DIRECTIONS
Locate all lines in the data below that hold "column" and show them.

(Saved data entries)
------------------------

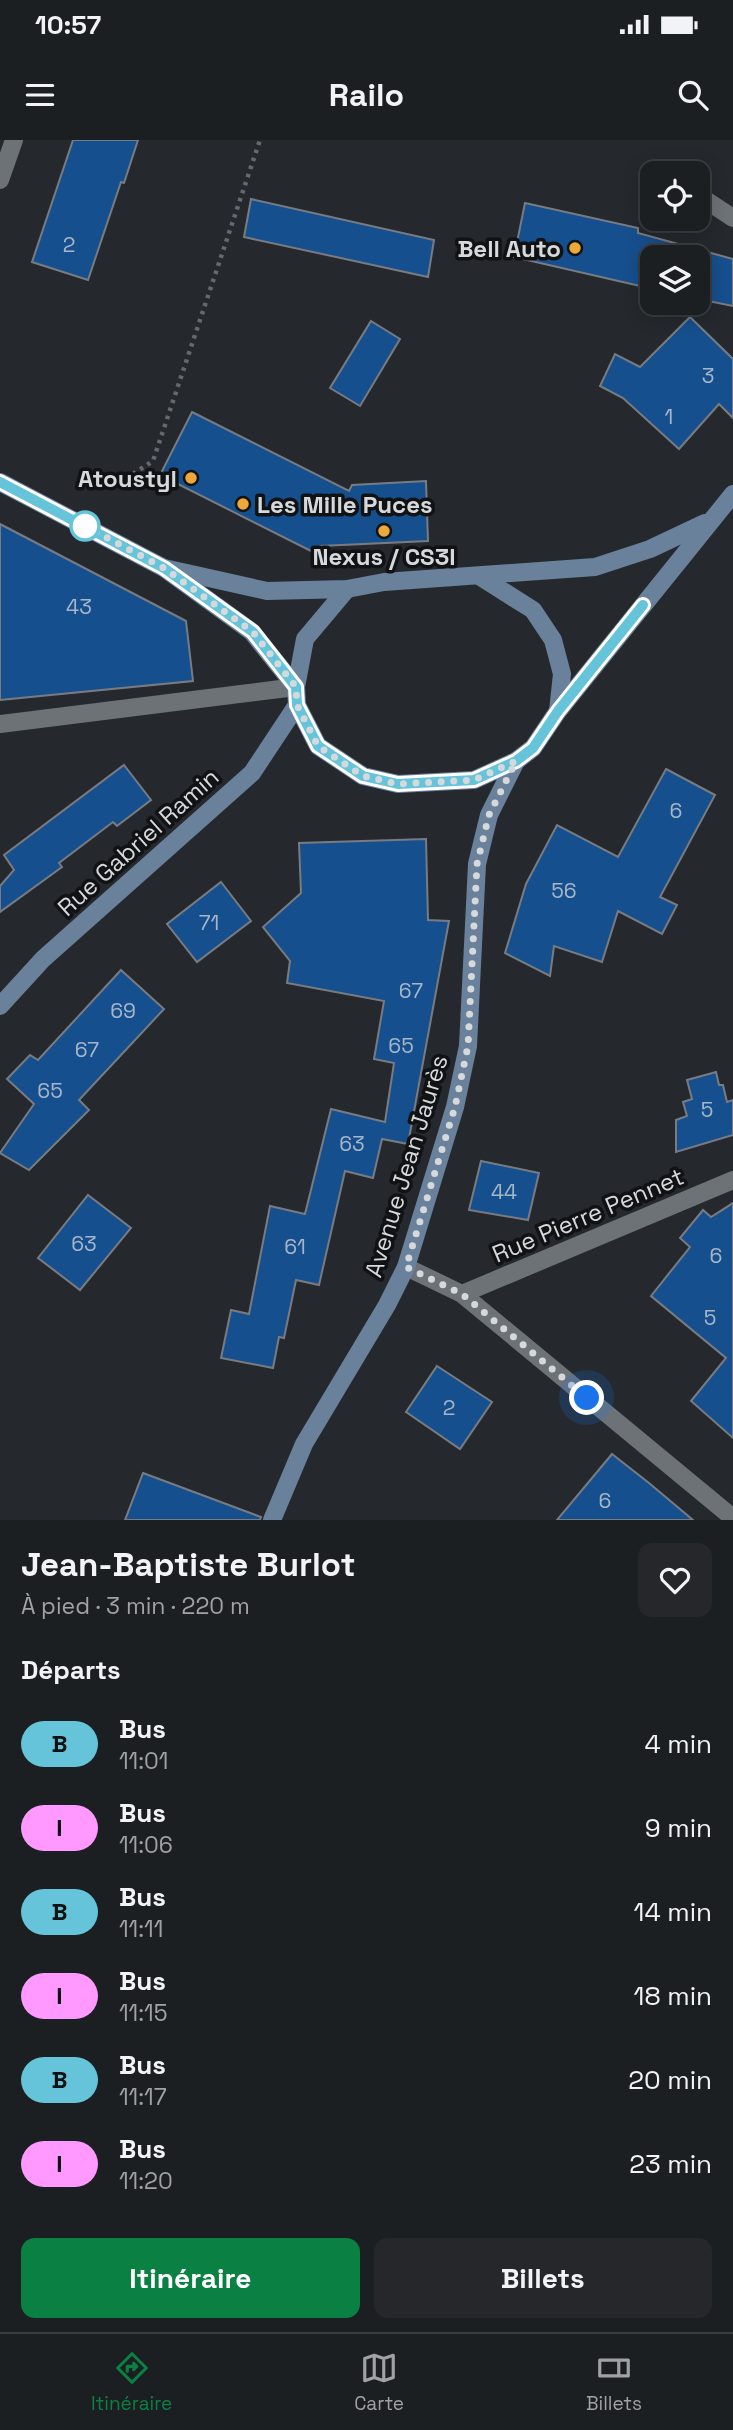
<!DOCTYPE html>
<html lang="fr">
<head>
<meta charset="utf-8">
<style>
  :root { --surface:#1c1f22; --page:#25272a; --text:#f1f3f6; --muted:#a0a2a5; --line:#3a3d40; --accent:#0b8043 }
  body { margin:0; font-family:"Space Grotesk",sans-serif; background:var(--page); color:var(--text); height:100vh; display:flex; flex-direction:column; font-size:26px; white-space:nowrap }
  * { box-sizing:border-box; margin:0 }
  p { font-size:23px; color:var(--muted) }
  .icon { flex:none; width:38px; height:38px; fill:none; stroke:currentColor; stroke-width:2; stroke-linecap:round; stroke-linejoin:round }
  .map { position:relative; height:1380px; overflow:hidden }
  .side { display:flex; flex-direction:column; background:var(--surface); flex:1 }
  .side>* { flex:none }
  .badge { padding:0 14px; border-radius:23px; font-size:24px; line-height:46px }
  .controls { position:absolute; left:640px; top:21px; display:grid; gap:14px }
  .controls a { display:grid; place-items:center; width:70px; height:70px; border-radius:14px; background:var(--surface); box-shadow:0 4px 18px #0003,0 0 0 2px var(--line); font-size:35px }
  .you { position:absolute; width:35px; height:35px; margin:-18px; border:5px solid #fff; border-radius:50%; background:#1a73e8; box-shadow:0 0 0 10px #1a73e833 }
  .map>.badge { position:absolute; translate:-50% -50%; box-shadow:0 0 0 4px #fff }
  h2 { padding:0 21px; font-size:26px; line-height:63px }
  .round { display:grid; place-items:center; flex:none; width:74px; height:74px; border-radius:14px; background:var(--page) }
  .head { display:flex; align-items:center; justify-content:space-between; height:119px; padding:0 21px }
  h1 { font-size:33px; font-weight:700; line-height:52px }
  .button { display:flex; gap:14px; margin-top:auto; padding:14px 21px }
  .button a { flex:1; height:80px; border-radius:14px; background:var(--accent); color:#fff; font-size:28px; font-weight:700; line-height:80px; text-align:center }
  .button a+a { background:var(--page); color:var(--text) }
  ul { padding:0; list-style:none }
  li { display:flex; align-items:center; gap:21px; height:84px; padding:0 21px }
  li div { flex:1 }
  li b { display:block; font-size:26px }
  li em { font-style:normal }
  li .badge { min-width:77px; font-weight:700; text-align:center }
  .status { display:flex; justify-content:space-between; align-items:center; height:49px; padding:0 35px; background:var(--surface); direction:ltr }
  .status svg { height:19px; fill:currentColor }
  header { display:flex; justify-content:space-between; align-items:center; height:91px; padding:0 21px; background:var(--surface); font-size:32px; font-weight:700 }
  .tabs { display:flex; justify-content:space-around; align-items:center; height:98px; border-top:2px solid var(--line); background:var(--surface); font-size:19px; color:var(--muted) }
  .tabs a { display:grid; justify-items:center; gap:4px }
  .tabs .current { color:var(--accent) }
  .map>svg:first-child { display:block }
</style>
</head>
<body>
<div class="status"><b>10:57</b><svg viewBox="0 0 49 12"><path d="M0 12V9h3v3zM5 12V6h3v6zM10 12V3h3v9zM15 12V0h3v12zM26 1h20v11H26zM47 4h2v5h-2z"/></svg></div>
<header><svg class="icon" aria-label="menu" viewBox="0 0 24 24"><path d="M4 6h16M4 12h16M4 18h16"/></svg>Railo<svg class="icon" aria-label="search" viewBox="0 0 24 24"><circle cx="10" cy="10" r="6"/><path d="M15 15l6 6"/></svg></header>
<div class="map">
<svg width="733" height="1380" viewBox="0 0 733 1380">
  <rect width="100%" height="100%" fill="#25292e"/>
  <g fill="#164f8d" stroke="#787c82" stroke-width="2">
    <polygon points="73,0 138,0 124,43 121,42 88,140 32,122"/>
    <polygon points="251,59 434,100 428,137 244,97"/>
    <polygon points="525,63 638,88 638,93 733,119 733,166 698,159 698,117 653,117 653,149 514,117"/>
    <polygon points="690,177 733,219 733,278 719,264 679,309 623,258 600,246 615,214 640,227"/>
    <polygon points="371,181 400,199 360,266 330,248"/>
    <polygon points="192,272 349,351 352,345 426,341 428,401 320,406 317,414 160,335"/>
    <polygon points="0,384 186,481 193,541 0,560"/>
    <polygon points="124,625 151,660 117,686 113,682 59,723 62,727 0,772 0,746 14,730 4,715"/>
    <polygon points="666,629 715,655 660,757 677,765 662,794 618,771 602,822 554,806 550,836 505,813 526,744 557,685 618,717"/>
    <polygon points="426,699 428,780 449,781 408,1004 382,999 373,1038 345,1031 319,1145 296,1140 284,1198 279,1197 273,1228 221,1218 231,1170 249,1174 270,1066 305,1074 331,969 385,982 394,923 374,919 384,861 287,843 290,821 263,787 301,753 299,703"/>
    <polygon points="221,742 251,781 197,822 167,784"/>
    <polygon points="121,830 164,869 79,960 89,970 29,1030 0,1013 34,964 7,939 30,915 38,920"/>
    <polygon points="716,932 719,945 723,945 727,962 733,960 733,995 676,1012 676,980 687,976 683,962 692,959 687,940"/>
    <polygon points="481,1021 539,1033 528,1080 469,1070"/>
    <polygon points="88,1055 131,1088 80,1150 38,1118"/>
    <polygon points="733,1063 733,1298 691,1261 726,1218 651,1156 690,1107 680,1098 703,1070 711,1077"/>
    <polygon points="437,1226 492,1262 460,1309 406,1272"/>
    <polygon points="612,1314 649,1343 693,1380 557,1380"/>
    <polygon points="143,1333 261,1377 260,1380 125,1380"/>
  </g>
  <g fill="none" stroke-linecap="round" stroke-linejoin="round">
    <polyline stroke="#65696d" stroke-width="4.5" stroke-dasharray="3.5 5" stroke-linecap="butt" points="133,334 153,321 260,0"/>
    <g stroke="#6d7277" stroke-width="18">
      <polyline points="698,55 733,78"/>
      <polyline points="0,584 296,547"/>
    </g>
    <g stroke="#6d7277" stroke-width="18">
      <polyline points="0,40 14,0"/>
      <polyline points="406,1127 462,1154 733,1378"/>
      <polyline points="462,1154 733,1040"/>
    </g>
    <g stroke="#6a819c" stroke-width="18">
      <polyline points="0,342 164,428 252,492 296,547"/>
      <polyline points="164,428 267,451 347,449 384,442 595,427 650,409 705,383"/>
      <polyline points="479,436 533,470 553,500 562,534 558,571"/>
      <polyline points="347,449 305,499 296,547 297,565 318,606 363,636 398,644 474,640 516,621 533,608 558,571 733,354"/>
      <polyline points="0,866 43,819 252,633 297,565"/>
      <polyline points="272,1380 304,1304 387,1165 406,1127 455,967 468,906 477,724 489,675 516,621"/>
    </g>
  </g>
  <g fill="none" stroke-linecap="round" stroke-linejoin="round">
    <g stroke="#fff" stroke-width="16">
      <polyline id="line" points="0,342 164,428 253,492 296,547 297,565 318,606 363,636 398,644 474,640 516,621 533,608 558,571 643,465"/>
    </g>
    <use href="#line" stroke="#66c4da" stroke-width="10"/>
    <polyline stroke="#d6d9dc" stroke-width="7" stroke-dasharray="0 12.6" points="85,386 164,428 253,492 296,547 297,565 318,606 363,636 398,644 474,640 516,621 489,675 477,724 468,906 455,967 406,1127 462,1154 587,1258"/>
  </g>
  <g fill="#eda83c" stroke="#101214" stroke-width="2.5">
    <circle cx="575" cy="108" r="7"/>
    <circle cx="191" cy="338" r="7"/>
    <circle cx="243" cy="364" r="7"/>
    <circle cx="384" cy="391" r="7"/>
  </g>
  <circle fill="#fff" stroke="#66c4da" stroke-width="3.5" cx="85" cy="386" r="14"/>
  <g text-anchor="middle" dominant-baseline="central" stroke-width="7" stroke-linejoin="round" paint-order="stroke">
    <g font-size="21" fill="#a6b6c8">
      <text x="69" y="104">2</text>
      <text x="708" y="235">3</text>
      <text x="669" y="276">1</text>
      <text x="79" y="466">43</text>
      <text x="676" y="670">6</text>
      <text x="564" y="750">56</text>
      <text x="209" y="782">71</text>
      <text x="411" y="850">67</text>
      <text x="123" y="870">69</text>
      <text x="401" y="905">65</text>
      <text x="87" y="909">67</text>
      <text x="50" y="950">65</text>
      <text x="707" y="969">5</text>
      <text x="352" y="1003">63</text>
      <text x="504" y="1051">44</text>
      <text x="84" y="1103">63</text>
      <text x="295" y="1106">61</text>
      <text x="716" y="1115">6</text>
      <text x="710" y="1177">5</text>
      <text x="449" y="1267">2</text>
      <text x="605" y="1360">6</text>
    </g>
    <g font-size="24" font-weight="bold" fill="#d6d9dc" stroke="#101214" text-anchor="end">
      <text x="561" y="108">Bell Auto</text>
      <text x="177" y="338">Atoustyl</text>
      <text x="257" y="364" text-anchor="start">Les Mille Puces</text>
      <text x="384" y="416" text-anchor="middle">Nexus / CS3I</text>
    </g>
    <g font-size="24" fill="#d6d9dc" stroke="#101214">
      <text transform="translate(138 702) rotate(-42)">Rue Gabriel Ramin</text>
      <text transform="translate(406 1026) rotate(-73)">Avenue Jean Jaurès</text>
      <text transform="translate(588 1075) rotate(-23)">Rue Pierre Pennet</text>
    </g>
  </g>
</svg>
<div class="controls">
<a><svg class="icon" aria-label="locate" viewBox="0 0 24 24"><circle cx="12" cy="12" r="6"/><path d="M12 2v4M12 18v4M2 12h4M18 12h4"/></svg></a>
<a><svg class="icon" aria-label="layers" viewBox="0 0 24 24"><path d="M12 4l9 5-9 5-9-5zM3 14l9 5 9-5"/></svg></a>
</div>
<div class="you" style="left:587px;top:1258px"></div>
</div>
<section class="side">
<div class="head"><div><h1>Jean-Baptiste Burlot</h1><p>À pied · 3 min · 220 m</p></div><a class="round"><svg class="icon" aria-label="heart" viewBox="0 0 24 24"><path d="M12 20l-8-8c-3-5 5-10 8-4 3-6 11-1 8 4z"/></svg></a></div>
<h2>Départs</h2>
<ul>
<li><span class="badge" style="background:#66c4da;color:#111">B</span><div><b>Bus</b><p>11:01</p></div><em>4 min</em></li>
<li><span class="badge" style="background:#f9f;color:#111">I</span><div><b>Bus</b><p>11:06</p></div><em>9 min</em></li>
<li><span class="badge" style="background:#66c4da;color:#111">B</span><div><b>Bus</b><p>11:11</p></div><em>14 min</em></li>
<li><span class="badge" style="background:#f9f;color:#111">I</span><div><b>Bus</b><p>11:15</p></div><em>18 min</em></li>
<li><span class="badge" style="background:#66c4da;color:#111">B</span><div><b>Bus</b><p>11:17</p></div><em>20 min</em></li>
<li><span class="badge" style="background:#f9f;color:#111">I</span><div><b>Bus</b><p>11:20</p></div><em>23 min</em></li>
</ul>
<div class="button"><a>Itinéraire</a><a>Billets</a></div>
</section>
<nav class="tabs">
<a class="current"><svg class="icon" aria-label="directions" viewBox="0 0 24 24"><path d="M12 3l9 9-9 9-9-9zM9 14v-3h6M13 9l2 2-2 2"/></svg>Itinéraire</a>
<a><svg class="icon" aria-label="map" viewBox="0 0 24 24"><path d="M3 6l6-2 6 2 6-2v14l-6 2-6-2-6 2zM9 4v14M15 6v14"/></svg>Carte</a>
<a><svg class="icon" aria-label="tickets" viewBox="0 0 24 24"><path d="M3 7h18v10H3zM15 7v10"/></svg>Billets</a>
</nav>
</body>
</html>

------------------------

YOUR RESPONSE
  body { margin:0; font-family:"Space Grotesk",sans-serif; background:var(--page); color:var(--text); height:100vh; display:flex; flex-direction:column; font-size:26px; white-space:nowrap }
  .side { display:flex; flex-direction:column; background:var(--surface); flex:1 }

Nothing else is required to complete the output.